Along the Ripley Falls Trail, if you're lucky, you might see a toad as big as a car!
This can be fun for the little ones. Of course, if they're too easily frightened of such things, you can spill the beans early: It's a boulder that looks like a toad.
But it really does look like a toad! Doesn't even require much imagination.
Unfortunately, it's in among some small beech trees, so it's hard to get far enough away to get a picture of it and still have a clear view. These pictures don't do it justice. You'll have to see it for yourself.
Update, 5/4/2008: Even in early spring, it's hard to get a good picture. There aren't many evergreens in the area, but they're all clustered around the giant toad!.
On your way up to Ripley Falls, look for it on your right, just about fifteen feet back from the trail.
After you leave the Ethan Pond Trail, the Ripley Falls Trail is nearly level at first.
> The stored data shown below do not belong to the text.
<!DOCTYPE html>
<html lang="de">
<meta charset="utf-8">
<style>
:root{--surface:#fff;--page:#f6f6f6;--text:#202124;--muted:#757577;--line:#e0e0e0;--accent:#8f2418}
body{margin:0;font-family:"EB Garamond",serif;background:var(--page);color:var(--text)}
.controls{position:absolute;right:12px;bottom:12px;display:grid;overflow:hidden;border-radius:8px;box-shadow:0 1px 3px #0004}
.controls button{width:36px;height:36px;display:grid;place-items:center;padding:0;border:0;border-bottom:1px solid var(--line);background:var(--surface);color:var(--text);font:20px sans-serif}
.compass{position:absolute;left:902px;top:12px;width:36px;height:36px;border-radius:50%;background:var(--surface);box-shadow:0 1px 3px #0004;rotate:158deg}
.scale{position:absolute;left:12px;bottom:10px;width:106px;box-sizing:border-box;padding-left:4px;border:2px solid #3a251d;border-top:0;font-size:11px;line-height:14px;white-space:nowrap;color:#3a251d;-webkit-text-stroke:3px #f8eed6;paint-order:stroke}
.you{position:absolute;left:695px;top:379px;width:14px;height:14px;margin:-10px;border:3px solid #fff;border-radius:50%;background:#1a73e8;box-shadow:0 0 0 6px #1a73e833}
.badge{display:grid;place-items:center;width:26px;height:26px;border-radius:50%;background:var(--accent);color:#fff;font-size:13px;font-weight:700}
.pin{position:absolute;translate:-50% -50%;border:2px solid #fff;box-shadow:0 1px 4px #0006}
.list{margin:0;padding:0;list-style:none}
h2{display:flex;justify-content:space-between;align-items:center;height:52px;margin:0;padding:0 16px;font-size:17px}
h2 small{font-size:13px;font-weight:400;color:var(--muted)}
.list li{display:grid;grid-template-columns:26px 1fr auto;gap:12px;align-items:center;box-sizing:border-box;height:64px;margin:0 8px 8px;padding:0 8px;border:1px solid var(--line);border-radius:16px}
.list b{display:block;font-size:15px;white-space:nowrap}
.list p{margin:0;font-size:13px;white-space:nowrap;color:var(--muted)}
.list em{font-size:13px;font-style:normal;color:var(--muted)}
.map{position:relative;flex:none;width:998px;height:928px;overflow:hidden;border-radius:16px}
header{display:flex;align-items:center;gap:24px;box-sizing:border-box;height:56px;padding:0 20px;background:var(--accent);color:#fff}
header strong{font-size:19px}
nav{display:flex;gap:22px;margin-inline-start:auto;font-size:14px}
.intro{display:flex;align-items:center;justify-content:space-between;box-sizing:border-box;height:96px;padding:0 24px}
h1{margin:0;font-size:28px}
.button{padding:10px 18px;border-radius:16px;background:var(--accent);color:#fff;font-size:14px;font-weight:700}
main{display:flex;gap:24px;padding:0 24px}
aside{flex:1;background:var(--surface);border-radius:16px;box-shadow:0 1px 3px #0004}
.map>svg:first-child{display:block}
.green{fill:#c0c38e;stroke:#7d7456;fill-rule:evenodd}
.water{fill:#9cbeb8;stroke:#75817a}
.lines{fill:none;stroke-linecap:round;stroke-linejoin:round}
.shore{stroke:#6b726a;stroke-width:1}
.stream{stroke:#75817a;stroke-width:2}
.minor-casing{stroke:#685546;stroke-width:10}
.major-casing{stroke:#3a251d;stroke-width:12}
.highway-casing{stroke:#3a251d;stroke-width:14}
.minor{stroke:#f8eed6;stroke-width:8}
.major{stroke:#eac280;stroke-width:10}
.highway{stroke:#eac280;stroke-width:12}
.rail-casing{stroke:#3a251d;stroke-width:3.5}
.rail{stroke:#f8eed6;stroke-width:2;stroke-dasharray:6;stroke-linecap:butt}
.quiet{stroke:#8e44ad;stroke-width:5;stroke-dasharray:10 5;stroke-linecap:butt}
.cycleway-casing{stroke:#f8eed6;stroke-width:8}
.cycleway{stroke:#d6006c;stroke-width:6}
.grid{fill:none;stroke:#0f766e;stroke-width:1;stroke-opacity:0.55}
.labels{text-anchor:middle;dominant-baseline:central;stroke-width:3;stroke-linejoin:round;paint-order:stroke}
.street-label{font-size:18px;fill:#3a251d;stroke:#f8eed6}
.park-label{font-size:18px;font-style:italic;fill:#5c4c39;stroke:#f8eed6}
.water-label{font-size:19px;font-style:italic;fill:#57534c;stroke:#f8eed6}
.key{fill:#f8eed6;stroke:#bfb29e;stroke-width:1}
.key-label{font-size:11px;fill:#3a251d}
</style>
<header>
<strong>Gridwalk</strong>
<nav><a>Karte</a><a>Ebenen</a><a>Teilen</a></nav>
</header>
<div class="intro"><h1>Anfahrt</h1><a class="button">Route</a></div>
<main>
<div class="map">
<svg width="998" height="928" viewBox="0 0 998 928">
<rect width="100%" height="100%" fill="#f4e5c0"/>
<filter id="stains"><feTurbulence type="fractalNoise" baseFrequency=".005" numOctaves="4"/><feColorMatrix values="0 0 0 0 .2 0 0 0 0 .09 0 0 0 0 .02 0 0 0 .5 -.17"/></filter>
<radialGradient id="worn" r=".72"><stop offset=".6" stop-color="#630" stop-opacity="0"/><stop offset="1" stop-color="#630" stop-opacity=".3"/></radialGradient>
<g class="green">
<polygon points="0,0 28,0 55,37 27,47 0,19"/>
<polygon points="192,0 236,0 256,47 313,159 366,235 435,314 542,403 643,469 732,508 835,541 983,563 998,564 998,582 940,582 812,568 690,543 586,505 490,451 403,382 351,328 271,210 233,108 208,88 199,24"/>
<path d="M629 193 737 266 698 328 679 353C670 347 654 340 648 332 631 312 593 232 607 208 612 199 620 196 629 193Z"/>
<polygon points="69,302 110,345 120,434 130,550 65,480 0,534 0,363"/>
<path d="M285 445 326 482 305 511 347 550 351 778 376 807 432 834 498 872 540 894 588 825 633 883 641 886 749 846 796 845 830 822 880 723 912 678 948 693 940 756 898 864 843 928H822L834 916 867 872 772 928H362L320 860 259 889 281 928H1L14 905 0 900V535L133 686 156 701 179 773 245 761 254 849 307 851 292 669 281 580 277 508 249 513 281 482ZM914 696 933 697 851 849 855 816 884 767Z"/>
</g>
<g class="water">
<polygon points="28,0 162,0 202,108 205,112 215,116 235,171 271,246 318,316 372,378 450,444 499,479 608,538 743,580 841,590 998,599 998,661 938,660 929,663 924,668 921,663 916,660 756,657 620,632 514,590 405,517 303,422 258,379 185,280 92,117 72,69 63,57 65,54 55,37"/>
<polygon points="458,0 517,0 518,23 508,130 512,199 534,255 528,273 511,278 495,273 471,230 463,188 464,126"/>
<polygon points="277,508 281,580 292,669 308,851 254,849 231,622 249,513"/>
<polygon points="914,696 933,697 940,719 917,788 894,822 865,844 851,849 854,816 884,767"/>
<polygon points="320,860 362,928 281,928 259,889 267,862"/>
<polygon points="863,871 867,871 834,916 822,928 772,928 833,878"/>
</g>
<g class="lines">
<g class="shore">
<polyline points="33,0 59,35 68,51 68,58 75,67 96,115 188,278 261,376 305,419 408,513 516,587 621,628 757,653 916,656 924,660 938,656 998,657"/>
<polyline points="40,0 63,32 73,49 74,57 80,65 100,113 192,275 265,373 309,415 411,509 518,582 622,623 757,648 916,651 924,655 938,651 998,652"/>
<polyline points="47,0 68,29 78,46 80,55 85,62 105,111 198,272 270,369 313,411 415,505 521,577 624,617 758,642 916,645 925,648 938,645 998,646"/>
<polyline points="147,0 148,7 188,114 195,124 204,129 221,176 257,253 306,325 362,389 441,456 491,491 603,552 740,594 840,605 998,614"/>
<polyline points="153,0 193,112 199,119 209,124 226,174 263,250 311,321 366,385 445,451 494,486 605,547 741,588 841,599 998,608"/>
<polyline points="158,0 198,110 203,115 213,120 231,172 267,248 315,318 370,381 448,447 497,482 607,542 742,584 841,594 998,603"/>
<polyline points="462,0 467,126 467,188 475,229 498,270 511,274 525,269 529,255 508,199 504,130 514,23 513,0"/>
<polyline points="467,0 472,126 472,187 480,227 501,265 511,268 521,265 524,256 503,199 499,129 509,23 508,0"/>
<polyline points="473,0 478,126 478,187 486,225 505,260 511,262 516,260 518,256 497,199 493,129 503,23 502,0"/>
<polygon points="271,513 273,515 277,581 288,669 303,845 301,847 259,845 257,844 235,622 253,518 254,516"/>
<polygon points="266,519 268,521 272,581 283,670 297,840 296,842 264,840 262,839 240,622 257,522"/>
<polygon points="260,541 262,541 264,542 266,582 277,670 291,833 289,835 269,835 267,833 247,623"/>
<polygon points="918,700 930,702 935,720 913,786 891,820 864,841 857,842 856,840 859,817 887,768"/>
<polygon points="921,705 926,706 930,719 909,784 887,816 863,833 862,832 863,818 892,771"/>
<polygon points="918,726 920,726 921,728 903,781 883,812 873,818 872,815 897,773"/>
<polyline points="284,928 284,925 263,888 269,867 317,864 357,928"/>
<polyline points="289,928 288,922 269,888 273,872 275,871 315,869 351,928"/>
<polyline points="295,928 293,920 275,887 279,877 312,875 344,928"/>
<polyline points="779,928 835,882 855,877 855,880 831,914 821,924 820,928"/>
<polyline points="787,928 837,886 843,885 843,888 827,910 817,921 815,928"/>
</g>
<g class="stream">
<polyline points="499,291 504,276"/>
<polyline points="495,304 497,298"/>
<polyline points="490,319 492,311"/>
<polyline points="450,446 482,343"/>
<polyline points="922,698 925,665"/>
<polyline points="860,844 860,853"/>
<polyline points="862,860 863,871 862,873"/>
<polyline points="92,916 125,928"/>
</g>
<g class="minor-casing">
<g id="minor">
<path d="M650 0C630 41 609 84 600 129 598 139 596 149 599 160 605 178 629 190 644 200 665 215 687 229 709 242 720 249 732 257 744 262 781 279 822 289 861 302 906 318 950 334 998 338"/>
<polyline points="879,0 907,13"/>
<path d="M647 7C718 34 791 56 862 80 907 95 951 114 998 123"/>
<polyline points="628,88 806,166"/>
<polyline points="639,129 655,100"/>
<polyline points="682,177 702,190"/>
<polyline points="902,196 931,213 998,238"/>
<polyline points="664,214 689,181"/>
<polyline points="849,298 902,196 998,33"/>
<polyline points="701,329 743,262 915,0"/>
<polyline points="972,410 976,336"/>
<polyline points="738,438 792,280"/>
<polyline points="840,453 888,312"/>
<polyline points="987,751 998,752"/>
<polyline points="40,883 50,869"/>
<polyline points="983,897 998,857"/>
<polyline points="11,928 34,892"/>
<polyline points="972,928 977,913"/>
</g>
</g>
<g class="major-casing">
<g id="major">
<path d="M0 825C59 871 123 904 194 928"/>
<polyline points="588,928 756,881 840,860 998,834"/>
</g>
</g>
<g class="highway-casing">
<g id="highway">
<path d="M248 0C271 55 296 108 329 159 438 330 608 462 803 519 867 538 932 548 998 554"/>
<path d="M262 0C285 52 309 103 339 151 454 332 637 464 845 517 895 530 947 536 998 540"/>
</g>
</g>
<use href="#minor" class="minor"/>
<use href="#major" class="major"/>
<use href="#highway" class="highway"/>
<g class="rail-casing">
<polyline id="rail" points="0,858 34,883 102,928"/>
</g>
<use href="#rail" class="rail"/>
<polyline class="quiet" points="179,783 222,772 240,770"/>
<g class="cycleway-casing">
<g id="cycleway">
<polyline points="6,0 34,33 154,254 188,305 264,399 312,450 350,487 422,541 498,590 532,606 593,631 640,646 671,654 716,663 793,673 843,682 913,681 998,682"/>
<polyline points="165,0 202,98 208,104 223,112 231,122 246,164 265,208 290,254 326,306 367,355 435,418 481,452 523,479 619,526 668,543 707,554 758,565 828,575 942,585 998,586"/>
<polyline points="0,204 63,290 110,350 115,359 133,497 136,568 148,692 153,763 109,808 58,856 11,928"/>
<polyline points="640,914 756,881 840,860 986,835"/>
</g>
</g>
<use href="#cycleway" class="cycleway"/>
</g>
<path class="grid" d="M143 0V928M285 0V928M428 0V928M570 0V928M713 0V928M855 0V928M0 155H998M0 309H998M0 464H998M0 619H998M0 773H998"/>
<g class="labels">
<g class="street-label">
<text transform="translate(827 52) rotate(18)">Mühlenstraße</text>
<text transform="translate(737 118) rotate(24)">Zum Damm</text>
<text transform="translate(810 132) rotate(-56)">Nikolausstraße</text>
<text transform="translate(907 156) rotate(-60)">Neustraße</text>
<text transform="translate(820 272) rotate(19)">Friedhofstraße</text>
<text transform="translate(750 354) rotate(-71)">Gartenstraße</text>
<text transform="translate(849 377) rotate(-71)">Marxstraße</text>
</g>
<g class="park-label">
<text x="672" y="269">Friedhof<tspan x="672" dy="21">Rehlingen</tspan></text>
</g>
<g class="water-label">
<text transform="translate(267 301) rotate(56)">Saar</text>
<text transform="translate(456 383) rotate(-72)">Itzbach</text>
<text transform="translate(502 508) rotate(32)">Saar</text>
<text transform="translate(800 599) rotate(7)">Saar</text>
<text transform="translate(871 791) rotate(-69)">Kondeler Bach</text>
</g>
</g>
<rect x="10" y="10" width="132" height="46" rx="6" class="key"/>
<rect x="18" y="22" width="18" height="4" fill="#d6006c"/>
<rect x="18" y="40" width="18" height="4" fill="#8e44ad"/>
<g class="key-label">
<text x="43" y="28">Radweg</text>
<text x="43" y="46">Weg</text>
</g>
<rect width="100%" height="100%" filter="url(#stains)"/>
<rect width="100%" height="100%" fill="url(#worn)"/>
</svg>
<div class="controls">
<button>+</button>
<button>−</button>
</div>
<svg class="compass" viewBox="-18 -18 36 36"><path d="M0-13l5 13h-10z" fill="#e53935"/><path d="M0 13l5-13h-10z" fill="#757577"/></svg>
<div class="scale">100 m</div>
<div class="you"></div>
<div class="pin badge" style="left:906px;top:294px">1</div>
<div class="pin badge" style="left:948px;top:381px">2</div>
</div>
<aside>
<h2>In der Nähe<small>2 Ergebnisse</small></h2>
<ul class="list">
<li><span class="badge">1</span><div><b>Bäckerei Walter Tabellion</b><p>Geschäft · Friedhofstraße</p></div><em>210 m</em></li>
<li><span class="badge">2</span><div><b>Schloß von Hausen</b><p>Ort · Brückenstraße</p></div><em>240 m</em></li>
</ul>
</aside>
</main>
Then it begins climbing, and becomes somewhat steep. When it levels out again after that first steep part, look for the toad.
Update, 5/4/2008: There is a very distinctive landmark to watch for. Above the Ethan Pond trail, the first time you see a boulder that projects into the trail and has a blue blaze on it, that's the place. Stand beside this boulder and look up the hill..
This boulder marks the place where you can see the giant toad above the trail.
The same boulder as seen on your way back from the waterfall.
One of my nephews first saw it when he was about six. He got a kick out of it, and told us he supposed all the toads in the area gathered there at night to worship their toady god.
One of my granddaughters first saw it when she was five. She was quite apprehensive, so we had to assure her it was no more a real toad than Elephant Head (one of her favorite hikes) is a real elephant.
I told her it only eats giant stone ants.